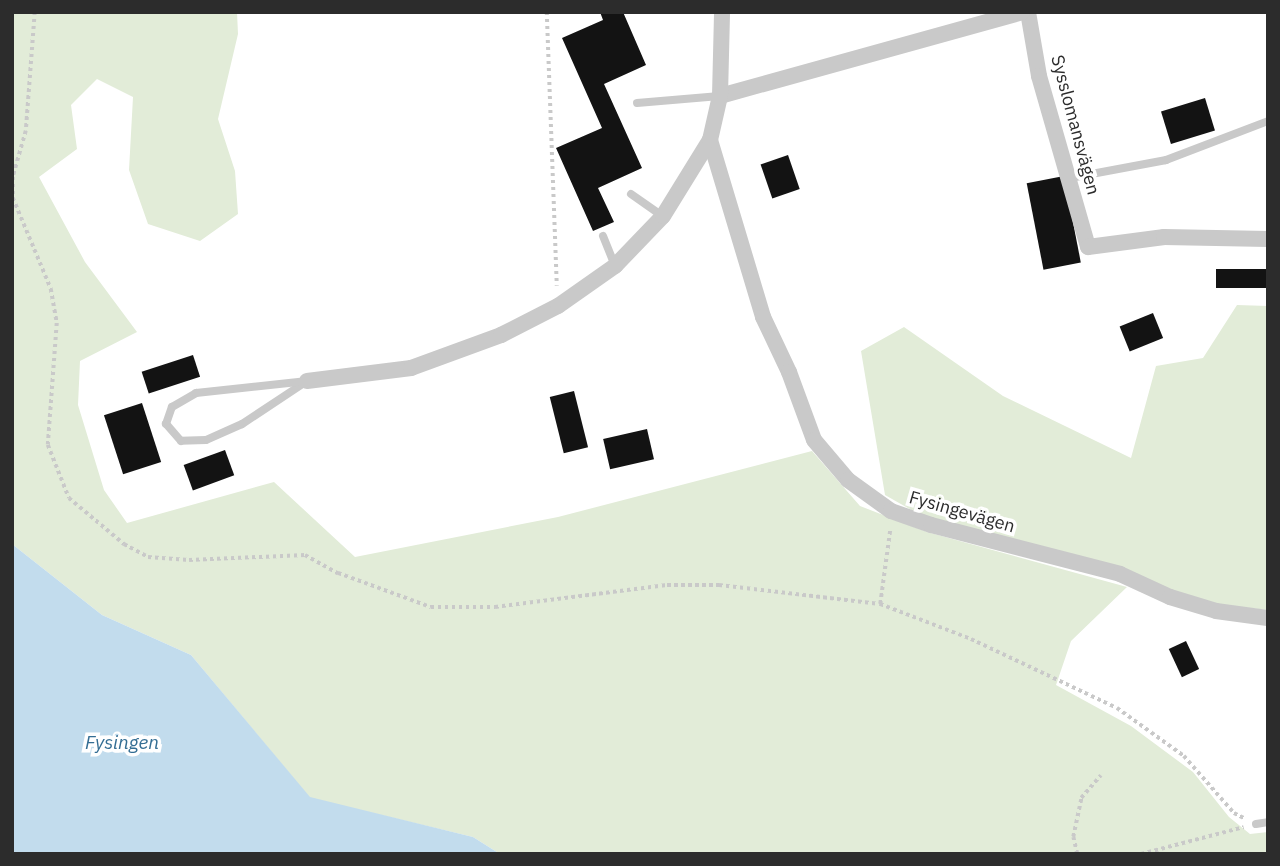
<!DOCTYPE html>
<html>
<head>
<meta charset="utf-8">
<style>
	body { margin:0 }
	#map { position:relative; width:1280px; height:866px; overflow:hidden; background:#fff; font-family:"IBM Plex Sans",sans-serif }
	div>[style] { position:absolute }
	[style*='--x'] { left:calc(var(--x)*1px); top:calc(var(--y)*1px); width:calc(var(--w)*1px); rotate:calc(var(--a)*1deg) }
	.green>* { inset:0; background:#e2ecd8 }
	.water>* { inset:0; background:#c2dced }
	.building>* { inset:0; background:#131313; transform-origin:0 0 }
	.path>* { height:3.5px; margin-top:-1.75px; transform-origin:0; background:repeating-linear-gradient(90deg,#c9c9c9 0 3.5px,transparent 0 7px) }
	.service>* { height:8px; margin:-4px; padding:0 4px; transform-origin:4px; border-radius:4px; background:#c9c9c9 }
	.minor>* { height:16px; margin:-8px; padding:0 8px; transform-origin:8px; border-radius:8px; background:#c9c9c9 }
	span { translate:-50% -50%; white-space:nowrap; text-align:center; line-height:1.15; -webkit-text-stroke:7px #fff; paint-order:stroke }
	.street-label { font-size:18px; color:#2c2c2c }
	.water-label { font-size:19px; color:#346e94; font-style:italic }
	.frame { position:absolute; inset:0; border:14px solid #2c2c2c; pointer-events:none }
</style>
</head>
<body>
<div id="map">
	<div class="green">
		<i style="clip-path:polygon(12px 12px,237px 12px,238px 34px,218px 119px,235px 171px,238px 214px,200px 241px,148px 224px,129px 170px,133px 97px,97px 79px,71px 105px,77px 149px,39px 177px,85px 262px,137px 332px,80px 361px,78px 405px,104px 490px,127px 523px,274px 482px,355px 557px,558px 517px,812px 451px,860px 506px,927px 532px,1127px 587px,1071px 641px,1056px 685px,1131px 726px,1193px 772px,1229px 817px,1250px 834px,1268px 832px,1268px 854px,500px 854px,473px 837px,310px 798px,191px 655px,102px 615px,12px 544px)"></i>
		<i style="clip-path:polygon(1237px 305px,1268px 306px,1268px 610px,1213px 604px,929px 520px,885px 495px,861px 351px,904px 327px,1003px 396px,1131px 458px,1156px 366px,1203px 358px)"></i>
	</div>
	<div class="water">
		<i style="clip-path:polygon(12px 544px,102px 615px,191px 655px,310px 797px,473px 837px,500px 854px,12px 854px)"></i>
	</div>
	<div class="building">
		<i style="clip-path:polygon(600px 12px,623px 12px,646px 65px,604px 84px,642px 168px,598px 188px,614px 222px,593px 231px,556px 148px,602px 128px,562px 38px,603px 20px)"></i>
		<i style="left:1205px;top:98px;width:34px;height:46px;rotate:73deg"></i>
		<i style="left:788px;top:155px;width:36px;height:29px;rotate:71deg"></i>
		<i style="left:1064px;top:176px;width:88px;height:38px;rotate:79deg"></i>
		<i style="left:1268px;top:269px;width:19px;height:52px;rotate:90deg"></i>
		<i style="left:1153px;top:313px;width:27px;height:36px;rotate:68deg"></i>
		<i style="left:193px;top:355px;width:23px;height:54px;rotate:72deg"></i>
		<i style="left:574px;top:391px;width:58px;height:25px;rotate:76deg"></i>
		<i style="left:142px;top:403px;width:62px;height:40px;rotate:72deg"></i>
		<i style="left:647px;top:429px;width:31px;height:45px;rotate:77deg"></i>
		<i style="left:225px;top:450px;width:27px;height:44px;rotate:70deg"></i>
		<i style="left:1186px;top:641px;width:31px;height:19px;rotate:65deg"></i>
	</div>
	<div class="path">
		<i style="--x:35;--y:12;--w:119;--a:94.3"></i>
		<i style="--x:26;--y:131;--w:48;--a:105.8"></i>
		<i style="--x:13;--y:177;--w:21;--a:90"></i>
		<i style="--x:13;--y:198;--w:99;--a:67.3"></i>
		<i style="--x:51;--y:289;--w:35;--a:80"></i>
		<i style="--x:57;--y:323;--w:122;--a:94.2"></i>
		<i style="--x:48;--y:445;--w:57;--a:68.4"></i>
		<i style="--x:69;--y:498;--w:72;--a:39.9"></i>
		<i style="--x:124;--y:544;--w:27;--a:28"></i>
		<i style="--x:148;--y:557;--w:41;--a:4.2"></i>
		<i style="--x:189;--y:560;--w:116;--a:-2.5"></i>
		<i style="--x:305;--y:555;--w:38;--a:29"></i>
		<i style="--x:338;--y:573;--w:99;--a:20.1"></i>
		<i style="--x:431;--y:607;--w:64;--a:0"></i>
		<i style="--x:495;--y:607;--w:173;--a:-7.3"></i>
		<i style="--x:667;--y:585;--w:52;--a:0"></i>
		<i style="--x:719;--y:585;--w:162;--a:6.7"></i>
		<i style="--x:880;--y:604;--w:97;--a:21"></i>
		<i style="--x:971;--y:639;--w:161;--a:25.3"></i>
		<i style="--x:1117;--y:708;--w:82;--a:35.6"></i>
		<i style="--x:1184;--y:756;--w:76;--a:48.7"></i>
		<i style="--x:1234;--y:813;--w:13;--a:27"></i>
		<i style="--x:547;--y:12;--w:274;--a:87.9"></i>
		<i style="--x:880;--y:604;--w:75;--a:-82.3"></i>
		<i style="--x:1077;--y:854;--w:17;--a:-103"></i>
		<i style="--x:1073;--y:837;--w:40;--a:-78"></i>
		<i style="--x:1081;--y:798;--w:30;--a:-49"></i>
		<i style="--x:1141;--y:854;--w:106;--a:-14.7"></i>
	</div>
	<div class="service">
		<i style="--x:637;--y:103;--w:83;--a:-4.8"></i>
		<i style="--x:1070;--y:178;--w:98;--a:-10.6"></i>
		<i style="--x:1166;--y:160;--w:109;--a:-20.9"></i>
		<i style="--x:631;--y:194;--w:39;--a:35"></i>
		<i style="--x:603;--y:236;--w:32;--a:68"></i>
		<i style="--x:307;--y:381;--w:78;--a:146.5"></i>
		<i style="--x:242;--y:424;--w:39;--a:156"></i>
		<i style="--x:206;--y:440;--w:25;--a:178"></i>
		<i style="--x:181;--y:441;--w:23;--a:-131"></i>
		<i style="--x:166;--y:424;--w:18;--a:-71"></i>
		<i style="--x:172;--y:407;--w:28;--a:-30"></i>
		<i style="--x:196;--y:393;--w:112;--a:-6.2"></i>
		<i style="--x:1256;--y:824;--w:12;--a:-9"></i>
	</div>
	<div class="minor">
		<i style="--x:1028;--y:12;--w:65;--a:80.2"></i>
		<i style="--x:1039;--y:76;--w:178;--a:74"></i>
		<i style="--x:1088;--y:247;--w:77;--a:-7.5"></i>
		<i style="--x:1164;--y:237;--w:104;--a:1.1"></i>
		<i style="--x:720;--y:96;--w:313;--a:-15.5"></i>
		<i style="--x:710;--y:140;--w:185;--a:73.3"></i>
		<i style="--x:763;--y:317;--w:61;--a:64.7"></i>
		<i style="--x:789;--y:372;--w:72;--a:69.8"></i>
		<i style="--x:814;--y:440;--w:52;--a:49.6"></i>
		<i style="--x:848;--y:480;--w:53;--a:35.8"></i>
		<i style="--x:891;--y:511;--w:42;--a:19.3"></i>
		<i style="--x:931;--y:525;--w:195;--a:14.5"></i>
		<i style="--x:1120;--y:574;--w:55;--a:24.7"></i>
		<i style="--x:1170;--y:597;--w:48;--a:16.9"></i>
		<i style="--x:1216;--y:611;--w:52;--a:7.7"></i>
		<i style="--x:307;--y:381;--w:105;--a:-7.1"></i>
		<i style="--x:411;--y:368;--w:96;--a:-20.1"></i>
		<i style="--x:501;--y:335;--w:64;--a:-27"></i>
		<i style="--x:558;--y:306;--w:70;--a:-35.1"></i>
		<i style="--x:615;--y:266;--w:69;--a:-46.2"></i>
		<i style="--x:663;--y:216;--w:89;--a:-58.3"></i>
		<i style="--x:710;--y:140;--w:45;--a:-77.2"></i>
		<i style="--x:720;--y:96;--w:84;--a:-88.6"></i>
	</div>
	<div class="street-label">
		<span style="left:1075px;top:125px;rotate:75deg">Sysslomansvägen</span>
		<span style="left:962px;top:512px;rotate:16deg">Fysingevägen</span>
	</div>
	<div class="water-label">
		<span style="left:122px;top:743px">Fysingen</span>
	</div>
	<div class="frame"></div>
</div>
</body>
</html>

» What to produce
Take the lines of the material above from the first through the one containing "translate:-50% -50%; white-space:nowrap;", both included, and print them exactly without the pictures.

» Response to the exercise
<!DOCTYPE html>
<html>
<head>
<meta charset="utf-8">
<style>
	body { margin:0 }
	#map { position:relative; width:1280px; height:866px; overflow:hidden; background:#fff; font-family:"IBM Plex Sans",sans-serif }
	div>[style] { position:absolute }
	[style*='--x'] { left:calc(var(--x)*1px); top:calc(var(--y)*1px); width:calc(var(--w)*1px); rotate:calc(var(--a)*1deg) }
	.green>* { inset:0; background:#e2ecd8 }
	.water>* { inset:0; background:#c2dced }
	.building>* { inset:0; background:#131313; transform-origin:0 0 }
	.path>* { height:3.5px; margin-top:-1.75px; transform-origin:0; background:repeating-linear-gradient(90deg,#c9c9c9 0 3.5px,transparent 0 7px) }
	.service>* { height:8px; margin:-4px; padding:0 4px; transform-origin:4px; border-radius:4px; background:#c9c9c9 }
	.minor>* { height:16px; margin:-8px; padding:0 8px; transform-origin:8px; border-radius:8px; background:#c9c9c9 }
	span { translate:-50% -50%; white-space:nowrap; text-align:center; line-height:1.15; -webkit-text-stroke:7px #fff; paint-order:stroke }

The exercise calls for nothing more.